The recent stock market correction, mostly triggered by both the perception and reality of a burgeoning credit crunch in the real estate sector, has driven most media coverage regarding the robustness (or lack there-of) of the overall investment markets. For managers of emerging and middle market companies, the questions that naturally are a) is this credit crunch real and will it continue and b) how will it affect their access to capital -- both debt and equity?

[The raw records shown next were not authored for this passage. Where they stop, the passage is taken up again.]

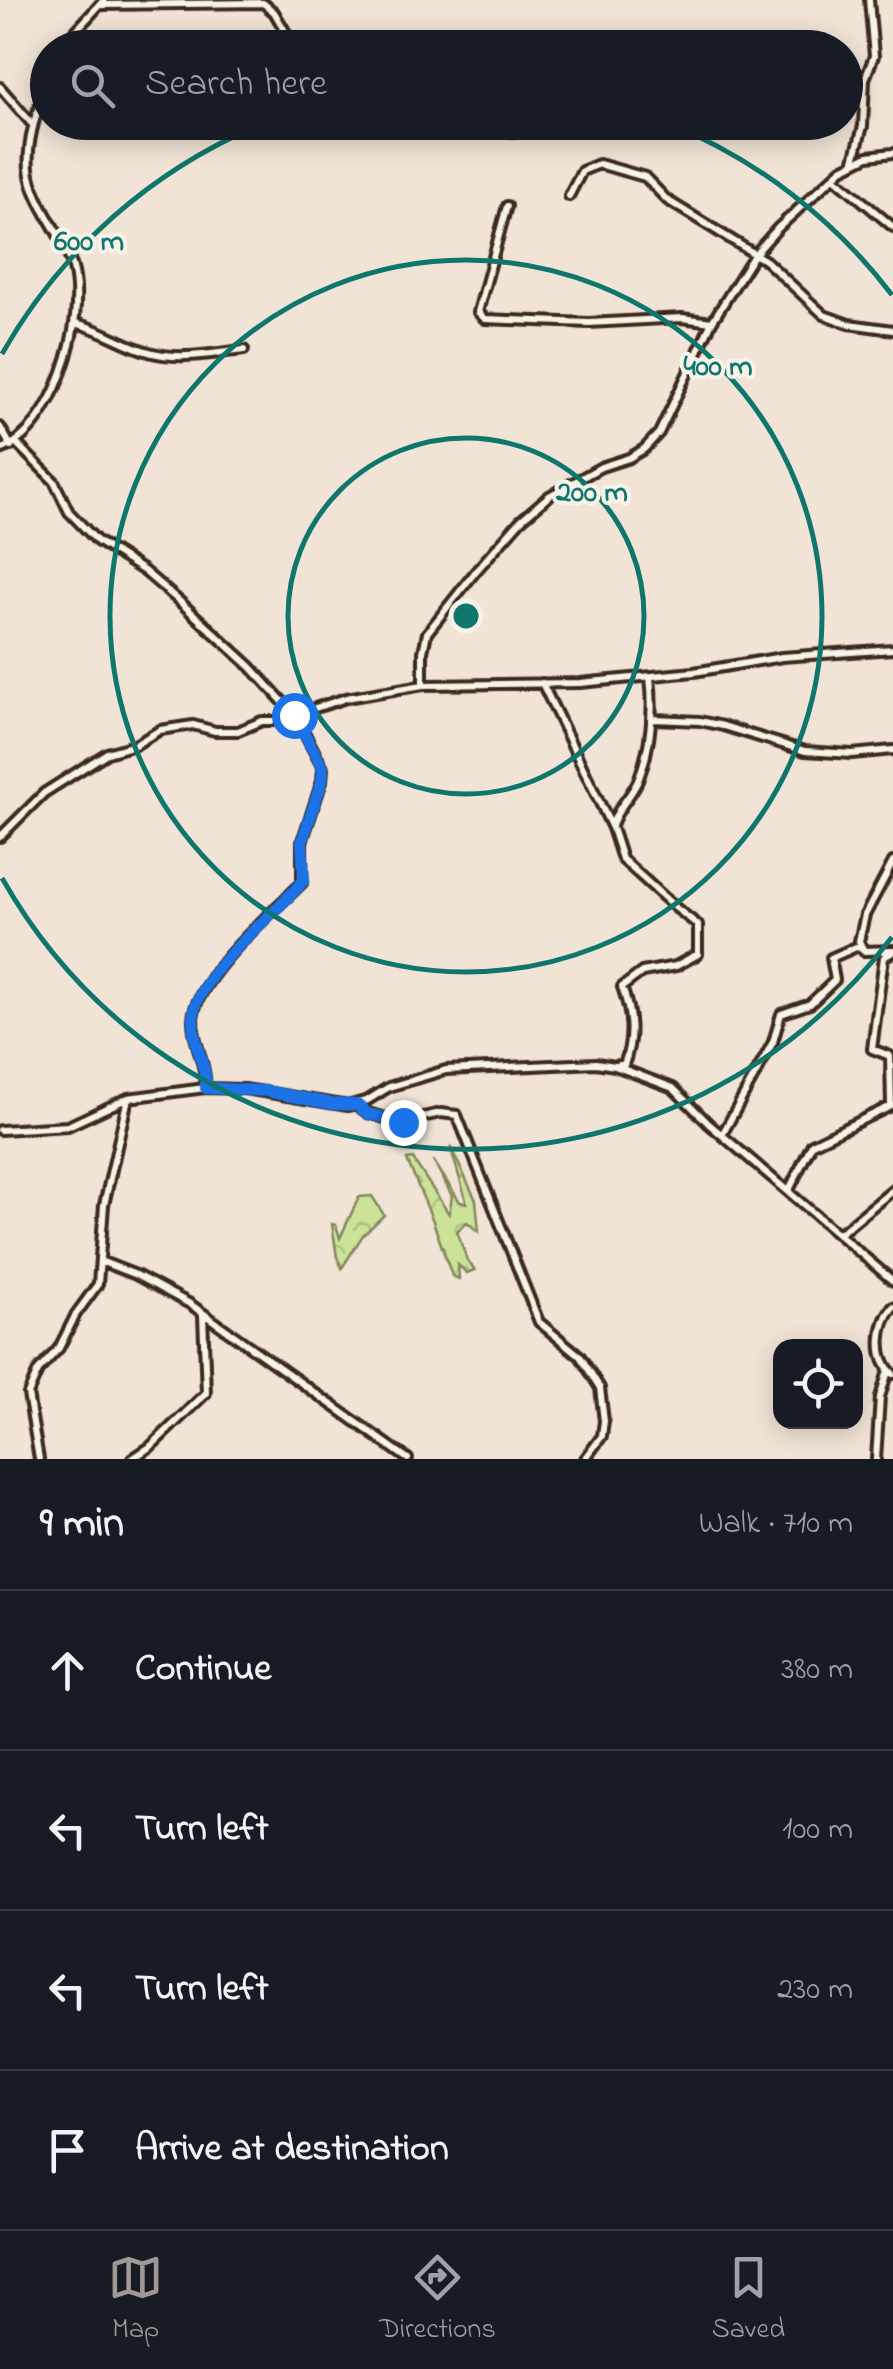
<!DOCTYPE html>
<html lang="en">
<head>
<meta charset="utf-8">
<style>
	body { margin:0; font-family:"Indie Flower",sans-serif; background:#242831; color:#f1f3f6 }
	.controls { position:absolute; right:30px; bottom:30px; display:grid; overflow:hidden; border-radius:20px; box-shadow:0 5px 25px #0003 }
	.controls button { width:90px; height:90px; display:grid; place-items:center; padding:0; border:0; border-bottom:2px solid #363941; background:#171b24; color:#f1f3f6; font:50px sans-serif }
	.stop { position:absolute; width:30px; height:30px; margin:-22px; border:8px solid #1a73e8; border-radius:50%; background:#fff }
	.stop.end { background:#1a73e8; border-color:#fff; box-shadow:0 2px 10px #0008 }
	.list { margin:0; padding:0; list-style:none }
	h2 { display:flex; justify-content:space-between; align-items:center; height:130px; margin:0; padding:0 40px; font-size:42px }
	h2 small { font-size:32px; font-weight:400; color:#9ea1a6 }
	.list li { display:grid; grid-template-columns:65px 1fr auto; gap:30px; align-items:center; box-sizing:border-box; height:160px; padding:0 40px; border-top:2px solid #363941 }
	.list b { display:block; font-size:38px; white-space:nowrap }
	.list em { font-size:32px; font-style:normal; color:#9ea1a6 }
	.icon { flex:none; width:55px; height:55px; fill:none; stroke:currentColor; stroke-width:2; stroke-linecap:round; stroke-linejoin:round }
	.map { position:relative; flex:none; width:893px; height:1459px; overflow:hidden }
	.search { position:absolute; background:#171b24; box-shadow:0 5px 25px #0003; left:30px; right:30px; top:30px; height:110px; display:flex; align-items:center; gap:25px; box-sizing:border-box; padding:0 35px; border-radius:55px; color:#9ea1a6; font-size:38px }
	.sheet { height:770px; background:#171b24 }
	nav { display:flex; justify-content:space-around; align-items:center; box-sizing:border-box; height:140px; border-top:2px solid #363941; background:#171b24; font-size:28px; color:#9ea1a6 }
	nav a { display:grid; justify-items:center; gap:5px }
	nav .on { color:#9f9995 }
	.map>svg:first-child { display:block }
	.forest { fill:url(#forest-crowns); stroke:#83865b; stroke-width:2.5 }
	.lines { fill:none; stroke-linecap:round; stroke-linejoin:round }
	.street-casing { stroke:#3b2a1e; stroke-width:14 }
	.street { stroke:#f7f3e8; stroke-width:6 }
	.route { stroke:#1a73e8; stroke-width:12 }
	.ring { fill:none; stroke:#0f766e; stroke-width:5 }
	.centre { fill:#0f766e; stroke:#f7f3e8; stroke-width:5 }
	.ring-label { font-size:30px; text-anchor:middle; font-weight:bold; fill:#0f766e; stroke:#f7f3e8; stroke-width:8; stroke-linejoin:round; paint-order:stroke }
</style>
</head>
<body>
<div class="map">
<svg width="893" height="1459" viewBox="0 0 893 1459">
	<defs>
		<pattern id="forest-crowns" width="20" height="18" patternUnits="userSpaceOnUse" patternTransform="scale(2.5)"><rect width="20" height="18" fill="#cbe298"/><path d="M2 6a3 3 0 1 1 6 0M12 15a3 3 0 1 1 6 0" fill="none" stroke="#afc283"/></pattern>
	</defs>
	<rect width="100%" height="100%" fill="#f1e4d6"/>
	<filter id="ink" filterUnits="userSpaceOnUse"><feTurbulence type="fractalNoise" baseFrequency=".01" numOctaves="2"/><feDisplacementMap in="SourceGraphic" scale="20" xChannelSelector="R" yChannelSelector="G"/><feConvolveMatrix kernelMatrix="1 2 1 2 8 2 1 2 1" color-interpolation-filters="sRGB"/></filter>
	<g filter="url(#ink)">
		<!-- forest -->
		<path class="forest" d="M450,1146L476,1200L479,1232L467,1222L457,1231L467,1260L475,1270L467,1273L458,1265L459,1279L452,1276L433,1221L407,1160L413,1159L449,1214L452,1196L433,1160L460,1202L467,1203Z
			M372,1196L384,1215L363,1235L342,1268L337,1257L332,1224L336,1225L340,1238L359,1197Z"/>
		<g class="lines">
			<!-- street casing -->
			<g class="street-casing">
				<path id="street" d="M101,5L263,3L274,12L295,48
					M60,48L104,0
					M0,87L33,125
					M504,122L513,132
					M854,160L863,126L865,79L874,56L869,0
					M834,177L893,227
					M569,196L582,171L599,164L645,177L667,200L766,261L824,315L849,324L893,330
					M507,206L478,312L485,319L589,323L682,318L712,322
					M75,323C102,329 123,345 149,352C180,361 213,353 244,350
					M0,427L11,446
					M17,444L54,481L69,512L97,541L144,571L178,600L251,667L295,715L323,768L322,781L302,842V883C273,911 194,979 193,1020C193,1044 207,1064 205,1088
					M0,450C54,432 87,320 73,268C63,233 33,205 29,169C26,139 39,107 48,78
					M542,683L612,828L622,859L676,908L698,925V954L676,966L642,972L622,987C632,1015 634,1037 624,1065H619
					M423,685L580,683L694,672L782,657L893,649
					M654,719L700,721L723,726L805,751L852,754L893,750
					M612,826C617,806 632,797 639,778C651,746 654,712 650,677
					M0,837L44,793L107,753L135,745L160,730L193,725L215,731H238L262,721H286L300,713L346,698L423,685V652L427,633L476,571L520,521L549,496L601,467L629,458L644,449L659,433L712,322L754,255L778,228L842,169L868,156L893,153
					M893,862L865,915L859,941L864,951L893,950
					M357,1105L368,1113L399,1122L441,1113L457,1115L539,1322L580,1356L600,1388L604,1421L602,1436L585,1459
					M0,1130L68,1126L128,1098
					M722,1135L773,1042L781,1014L810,1004L835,980L831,958L856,947L861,948
					M789,1190L812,1144L891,1106L890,1056L872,1049L884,957L893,952
					M839,1234L893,1190
					M100,1261L136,1275L190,1304L408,1459
					M893,1307C878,1324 875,1358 893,1374
					M39,1459L28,1394L38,1371L59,1348L76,1314L98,1284L104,1205L128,1098L205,1088L245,1089L348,1106L368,1100L389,1087L446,1070L596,1063L615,1066L673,1088L709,1124L893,1281
					M132,1459L150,1447L206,1393L203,1315
					M876,1459L880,1397L888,1371"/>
			</g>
			<!-- street -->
			<use href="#street" class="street"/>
		</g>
	</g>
	<g class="lines" filter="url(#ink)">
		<!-- route -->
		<path class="route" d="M294,715L323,768L322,781L302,842L304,880C276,915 195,973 193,1019C192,1043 207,1064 206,1088L266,1091L332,1104L357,1105L368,1114L403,1122"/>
	</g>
	<!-- distance rings -->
	<g class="ring">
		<circle cx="466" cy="616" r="178"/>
		<circle cx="466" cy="616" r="356"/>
		<path d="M892 937A533 533 0 0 1 2 878M2 354A533 533 0 0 1 262 124M670 124A533 533 0 0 1 892 295"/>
	</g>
	<circle cx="466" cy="616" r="15" class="centre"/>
	<g class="ring-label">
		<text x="89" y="250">600 m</text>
		<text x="718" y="375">400 m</text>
		<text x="592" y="501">200 m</text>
	</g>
</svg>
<div class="controls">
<button><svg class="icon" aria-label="locate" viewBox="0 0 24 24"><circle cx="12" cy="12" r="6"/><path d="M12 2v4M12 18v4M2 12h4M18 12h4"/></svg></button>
</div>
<div class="stop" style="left:294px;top:715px"></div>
<div class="stop end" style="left:403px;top:1122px"></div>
<div class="search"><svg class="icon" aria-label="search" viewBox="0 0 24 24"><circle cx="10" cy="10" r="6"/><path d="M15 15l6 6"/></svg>Search here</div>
</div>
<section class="sheet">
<h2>9 min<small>Walk · 710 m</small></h2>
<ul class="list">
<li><svg class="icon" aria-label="ahead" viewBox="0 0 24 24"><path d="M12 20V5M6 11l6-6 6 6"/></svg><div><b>Continue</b></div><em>380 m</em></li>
<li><svg class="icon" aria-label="left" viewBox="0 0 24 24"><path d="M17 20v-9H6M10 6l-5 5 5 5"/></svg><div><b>Turn left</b></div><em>100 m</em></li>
<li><svg class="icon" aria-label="left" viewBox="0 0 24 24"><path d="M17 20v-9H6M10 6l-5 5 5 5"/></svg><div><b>Turn left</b></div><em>230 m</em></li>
<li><svg class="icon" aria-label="arrive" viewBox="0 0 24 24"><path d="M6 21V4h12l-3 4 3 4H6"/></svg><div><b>Arrive at destination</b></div></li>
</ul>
</section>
<nav>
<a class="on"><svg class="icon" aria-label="map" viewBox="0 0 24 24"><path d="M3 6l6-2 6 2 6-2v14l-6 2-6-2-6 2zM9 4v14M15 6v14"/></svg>Map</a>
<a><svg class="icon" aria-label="directions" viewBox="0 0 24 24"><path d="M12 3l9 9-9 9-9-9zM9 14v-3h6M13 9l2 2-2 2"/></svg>Directions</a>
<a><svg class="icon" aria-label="saved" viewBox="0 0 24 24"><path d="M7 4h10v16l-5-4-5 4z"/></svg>Saved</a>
</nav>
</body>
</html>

Here at Growthink we do not portend to be market prognosticators. We do strongly believe, however, that long-term emerging and middle market investment fundamentals have never been stronger. These fundamentals include:

  • As outlined in our July 31st newsletter, the combination of strong world GDP growth, trade growth, and worldwide Internet and mobile communication technology adoption rates provide the opportunity, for the first time in human history, for emerging and middle market companies to have regular access to global capital. So even if the U.S. capital markets correct somewhat, more so than ever before, this correction can be and is being cushioned by global investment players.
  • There is a strong record of counter-cyclicality between the real estate market and emerging and middle market investing. This is particularly true regarding venture capital and private equity investing -- the fundamentals in these markets in 2007 look attractively similar to those in the mid -1990's -- the time of the last serious real estate credit correction and the beginning of one of the great venture capital and private equity investment markets of all time.


So while without question if this credit crunch continues and worsens (both in reality and perception) it will trickle down to all investment sectors. Overall investment fundamentals remain strong, however, and will continue to provide much opportunity for entrepreneurs and managers with well-thought out investment and growth plans and objectives.